▶ **WHAT IS REQUIRED**
Only the lines that hold "Transcribe" should be in the answer, each copied from the data below.

▶ **GIVEN INFORMATION**
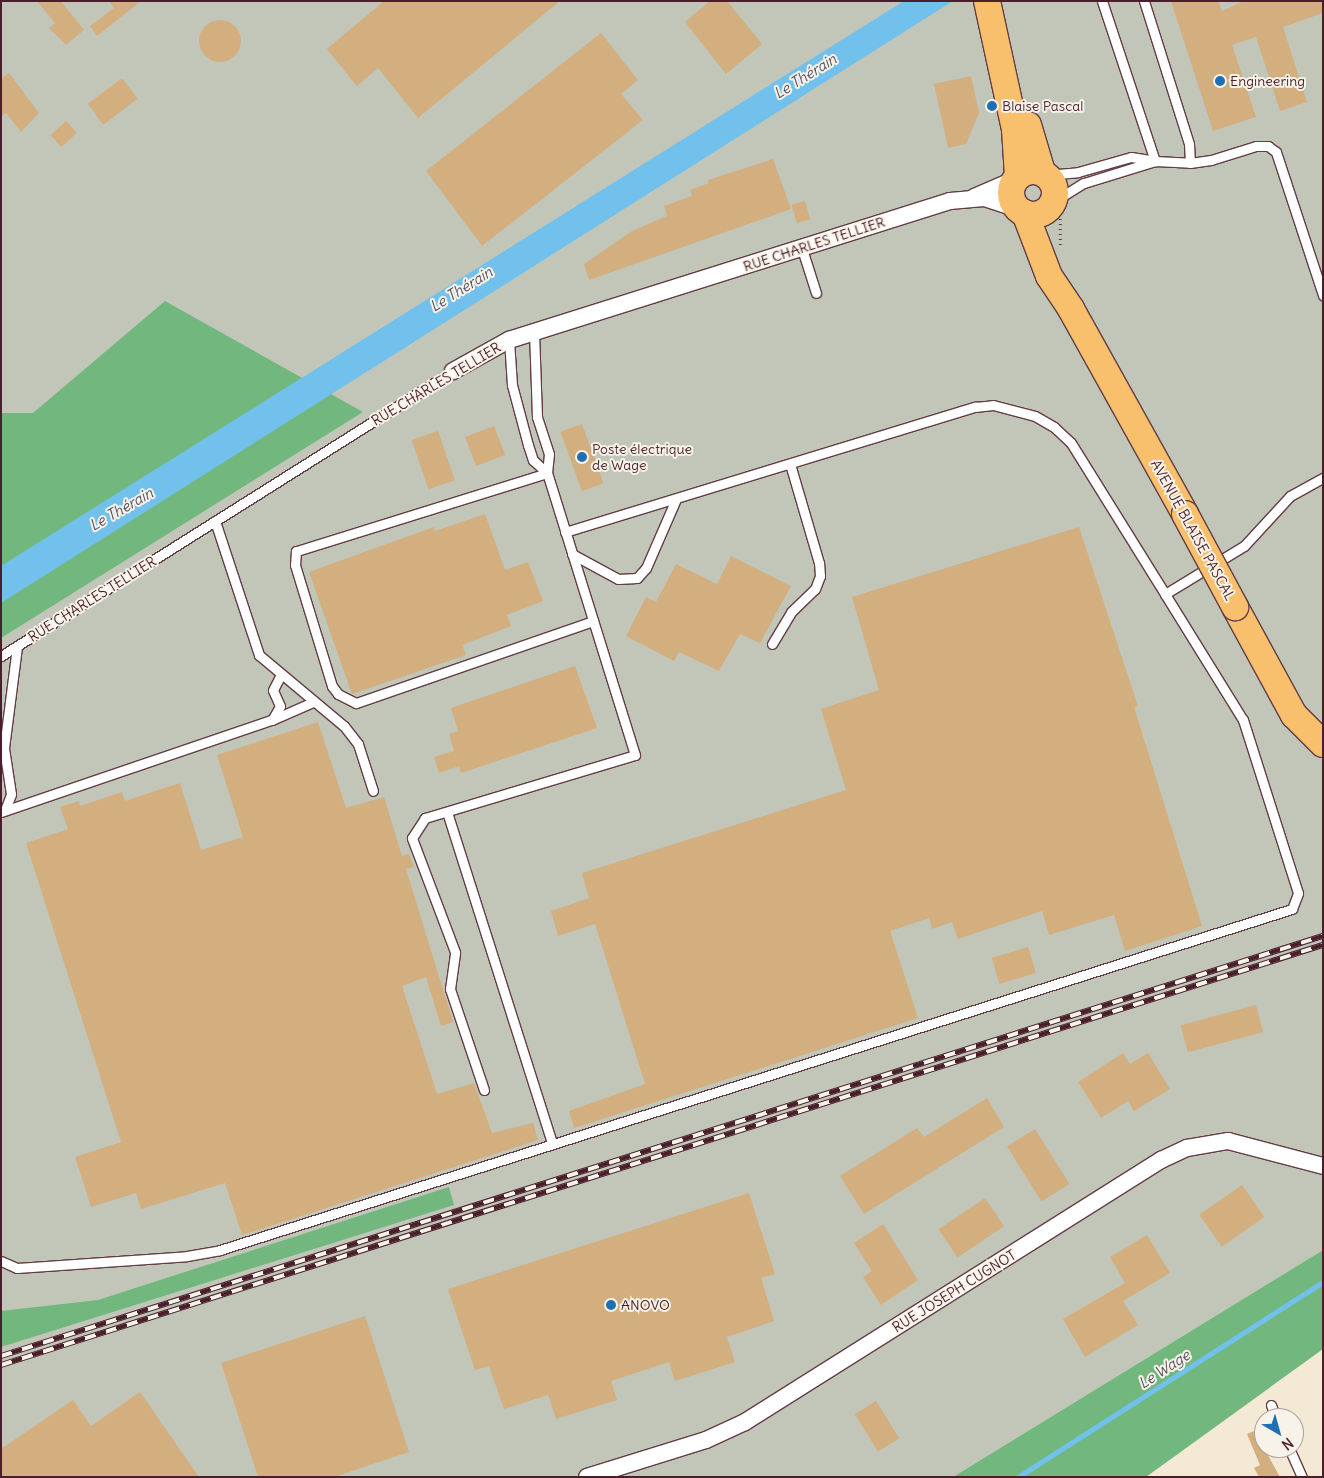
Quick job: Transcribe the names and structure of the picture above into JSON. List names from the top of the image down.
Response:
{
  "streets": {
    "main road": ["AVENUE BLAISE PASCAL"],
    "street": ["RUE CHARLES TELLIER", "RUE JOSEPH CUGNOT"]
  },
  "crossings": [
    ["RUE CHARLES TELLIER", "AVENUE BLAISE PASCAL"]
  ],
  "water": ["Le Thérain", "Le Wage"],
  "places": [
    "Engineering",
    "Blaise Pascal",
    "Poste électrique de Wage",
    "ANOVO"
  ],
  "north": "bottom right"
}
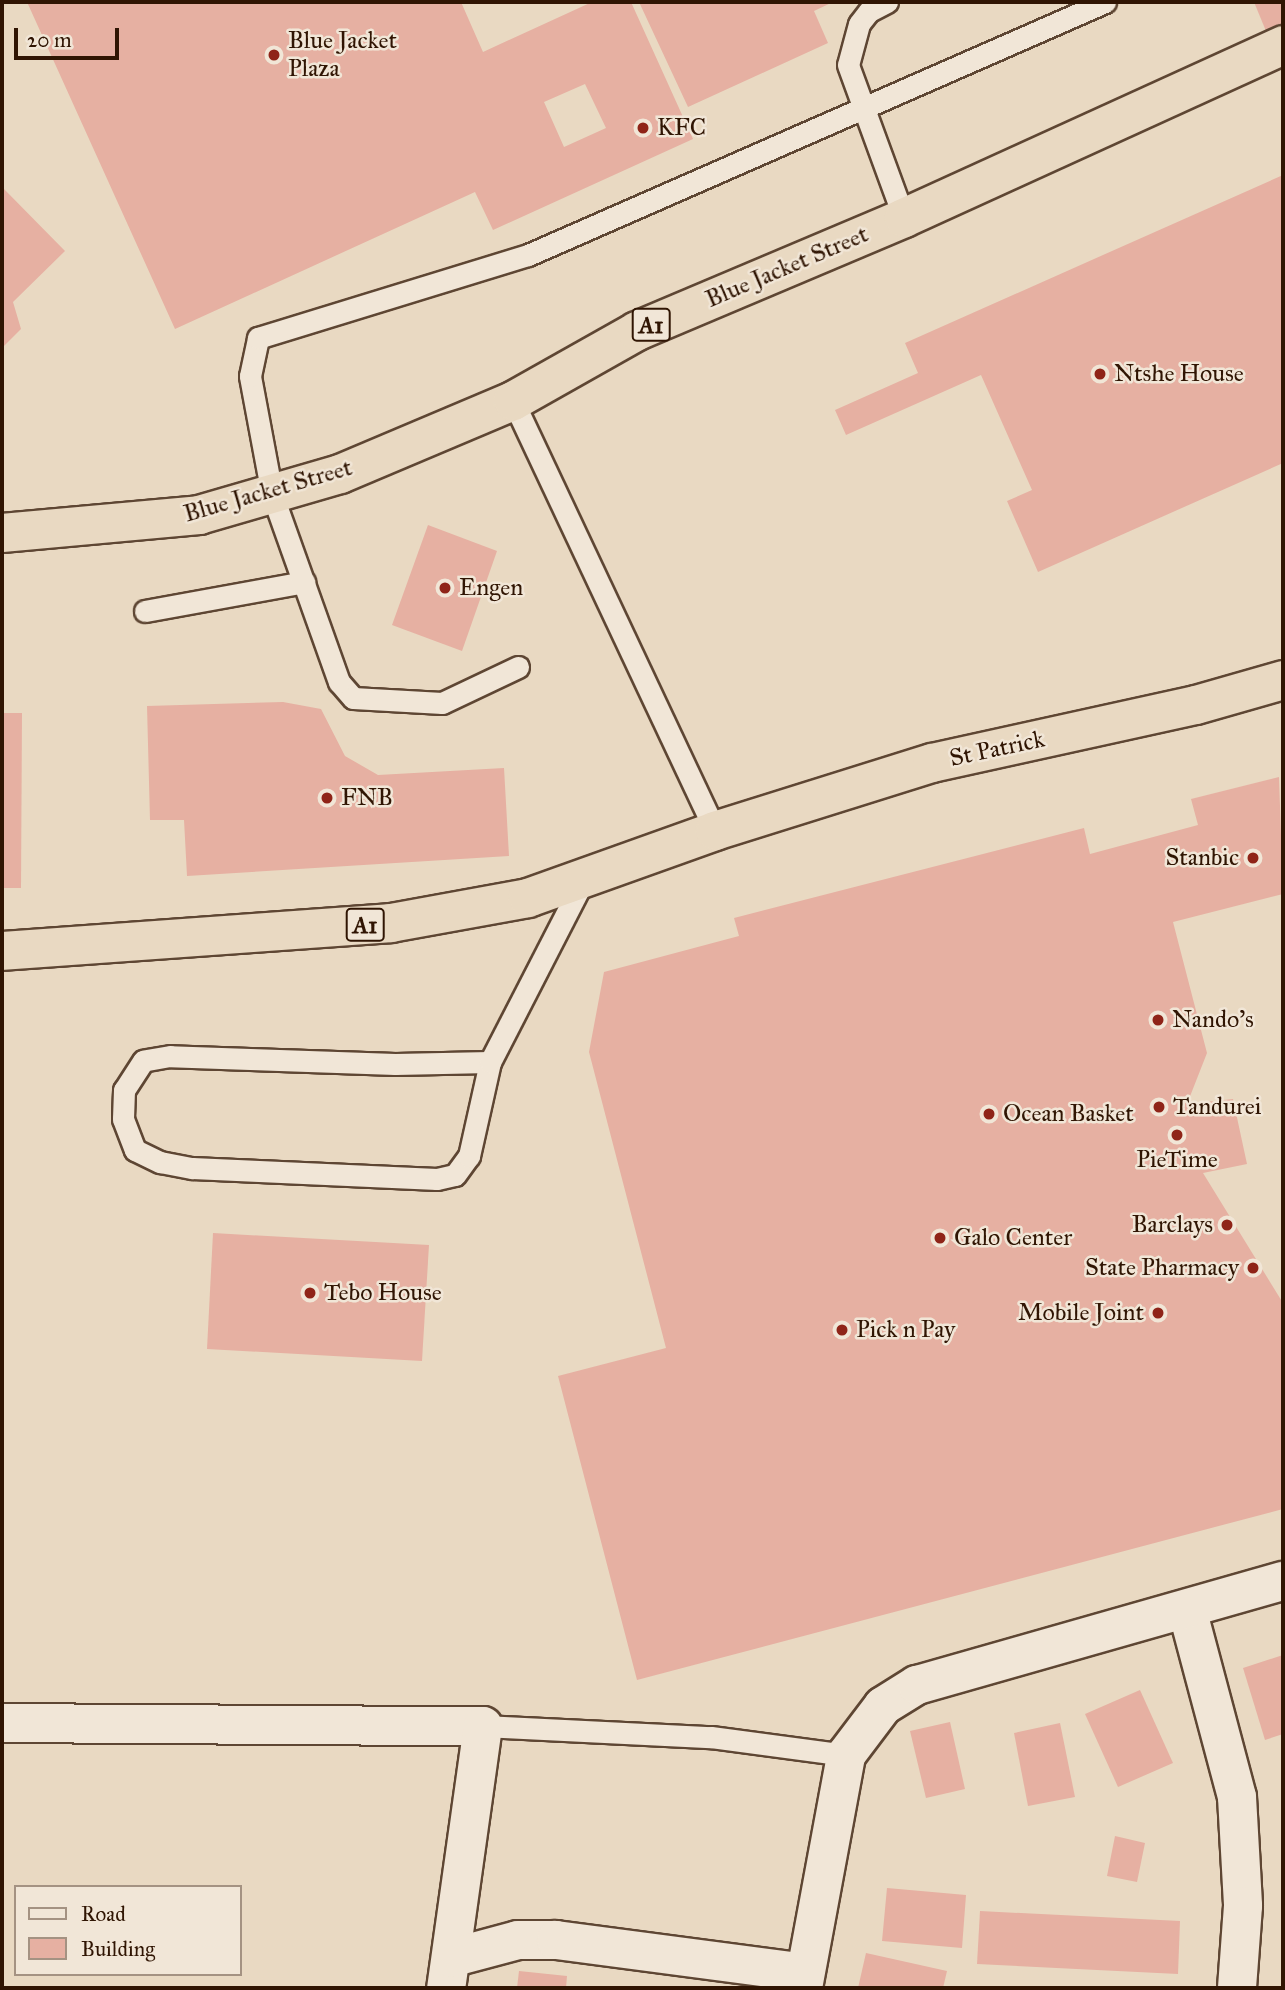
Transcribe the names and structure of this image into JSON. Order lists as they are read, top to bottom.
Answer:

▶ **TASK OUTPUT**
Quick job: Transcribe the names and structure of the picture above into JSON. List names from the top of the image down.
Transcribe the names and structure of this image into JSON. Order lists as they are read, top to bottom.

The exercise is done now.